The problem: The records below must be transcribed exactly, with each picture left out.

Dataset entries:
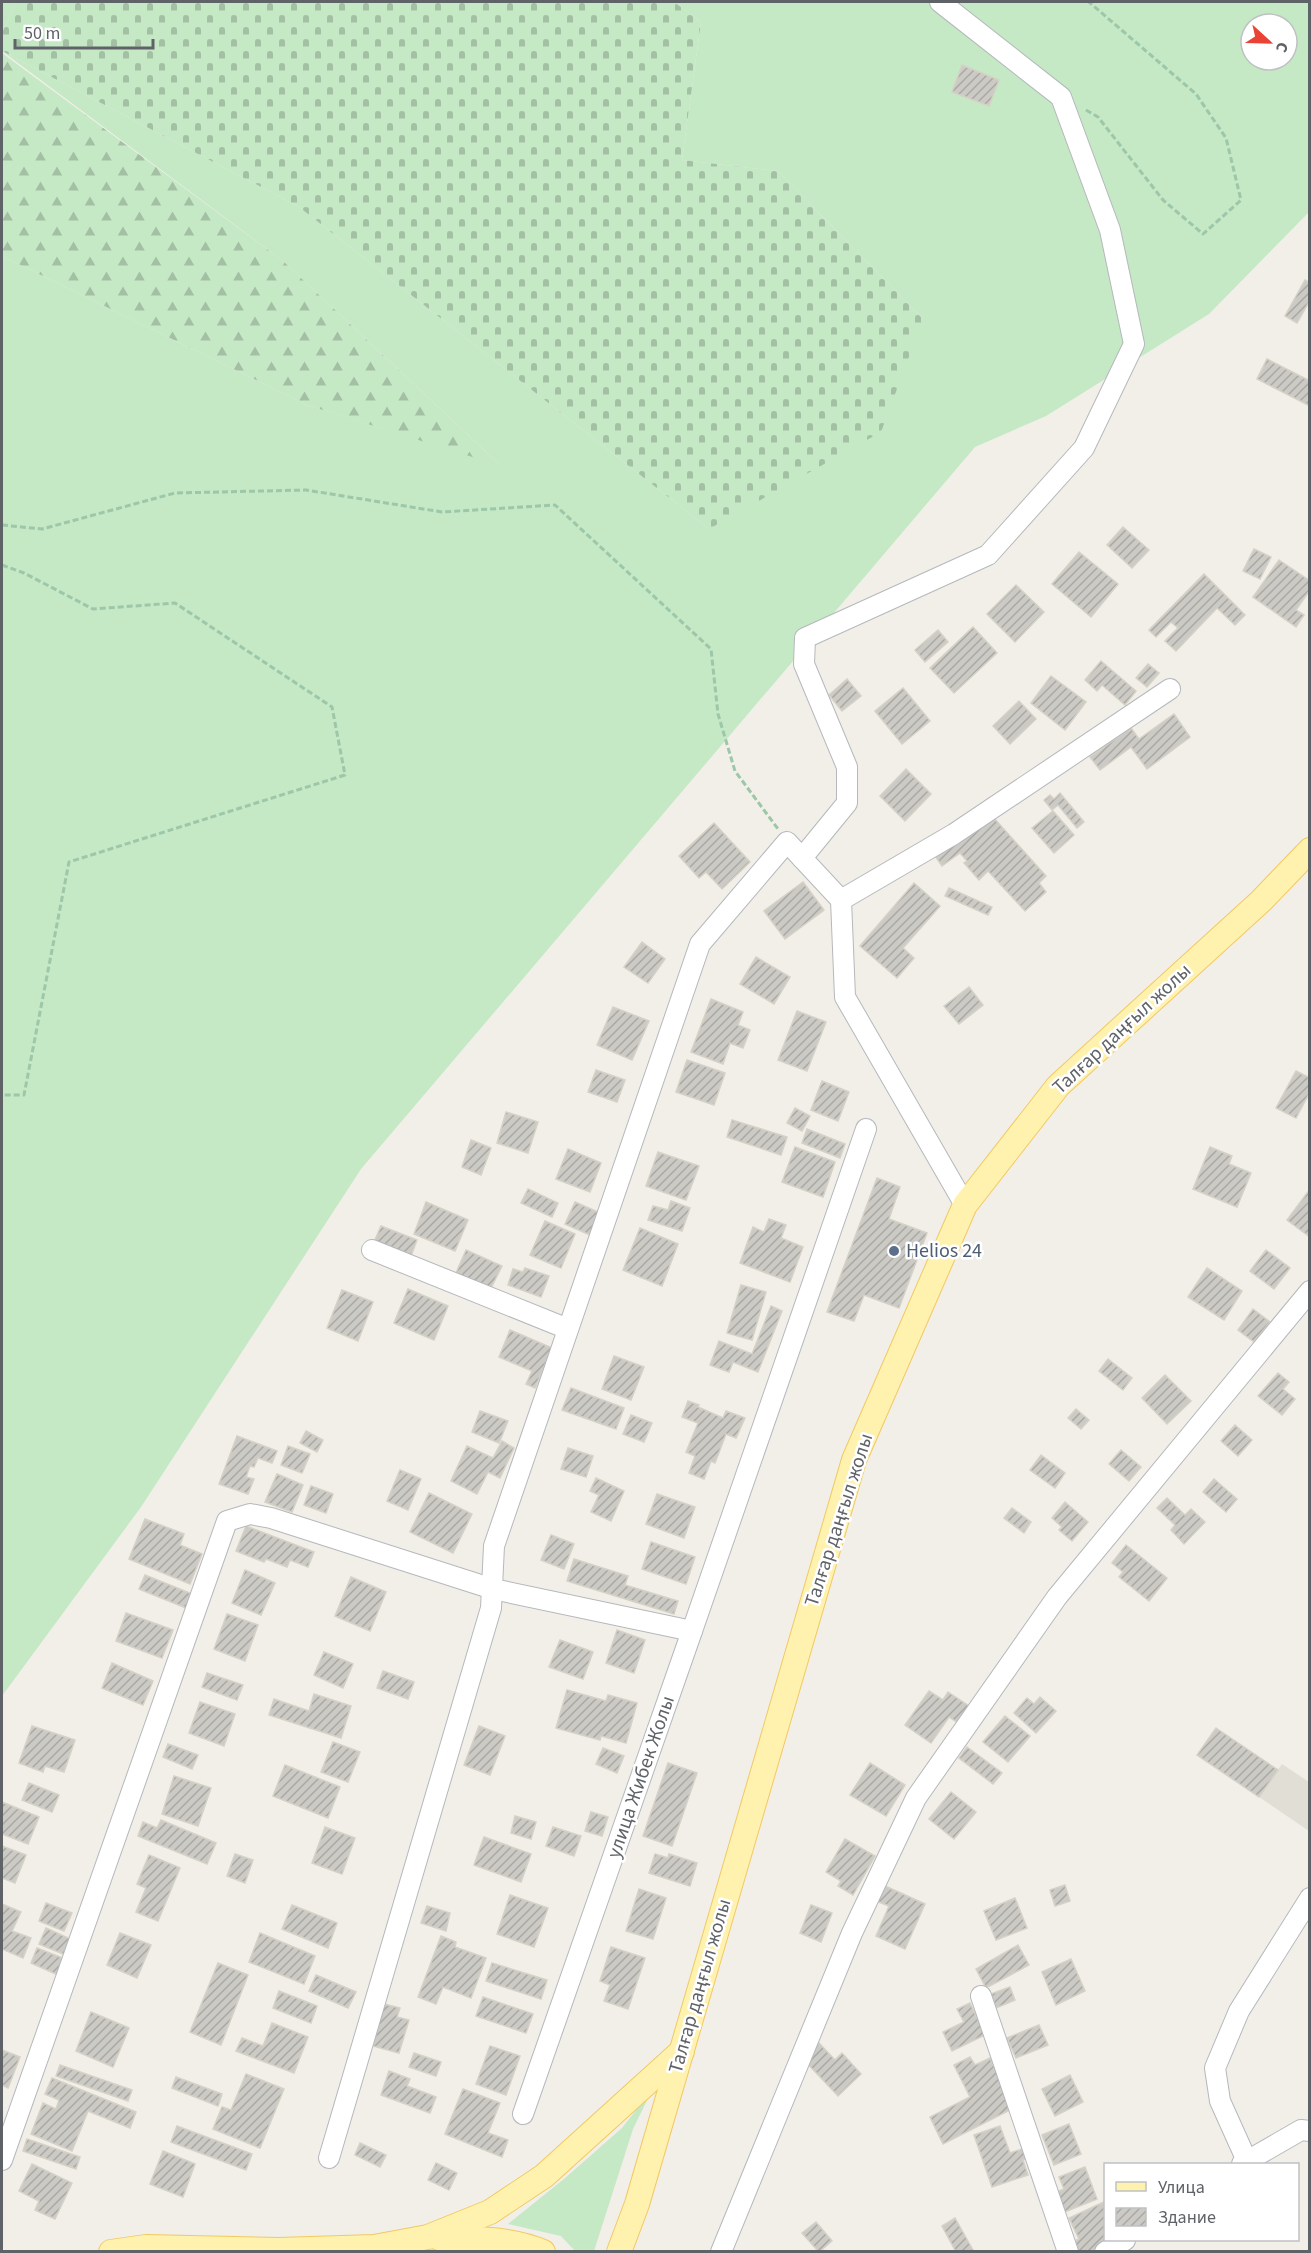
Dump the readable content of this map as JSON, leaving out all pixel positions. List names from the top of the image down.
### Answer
{
  "streets": {
    "main road": ["Талғар даңғыл жолы"],
    "street": ["улица Жибек Жолы"]
  },
  "places": ["Helios 24"],
  "legend": ["Улица", "Здание"],
  "scale_bar": "50 m",
  "north": "right"
}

Answer box:
Dump the readable content of this map as JSON, leaving out all pixel positions. List names from the top of the image down.
### Answer
{
  "streets": {
    "main road": ["Талғар даңғыл жолы"],
    "street": ["улица Жибек Жолы"]
  },
  "places": ["Helios 24"],
  "legend": ["Улица", "Здание"],
  "scale_bar": "50 m",
  "north": "right"
}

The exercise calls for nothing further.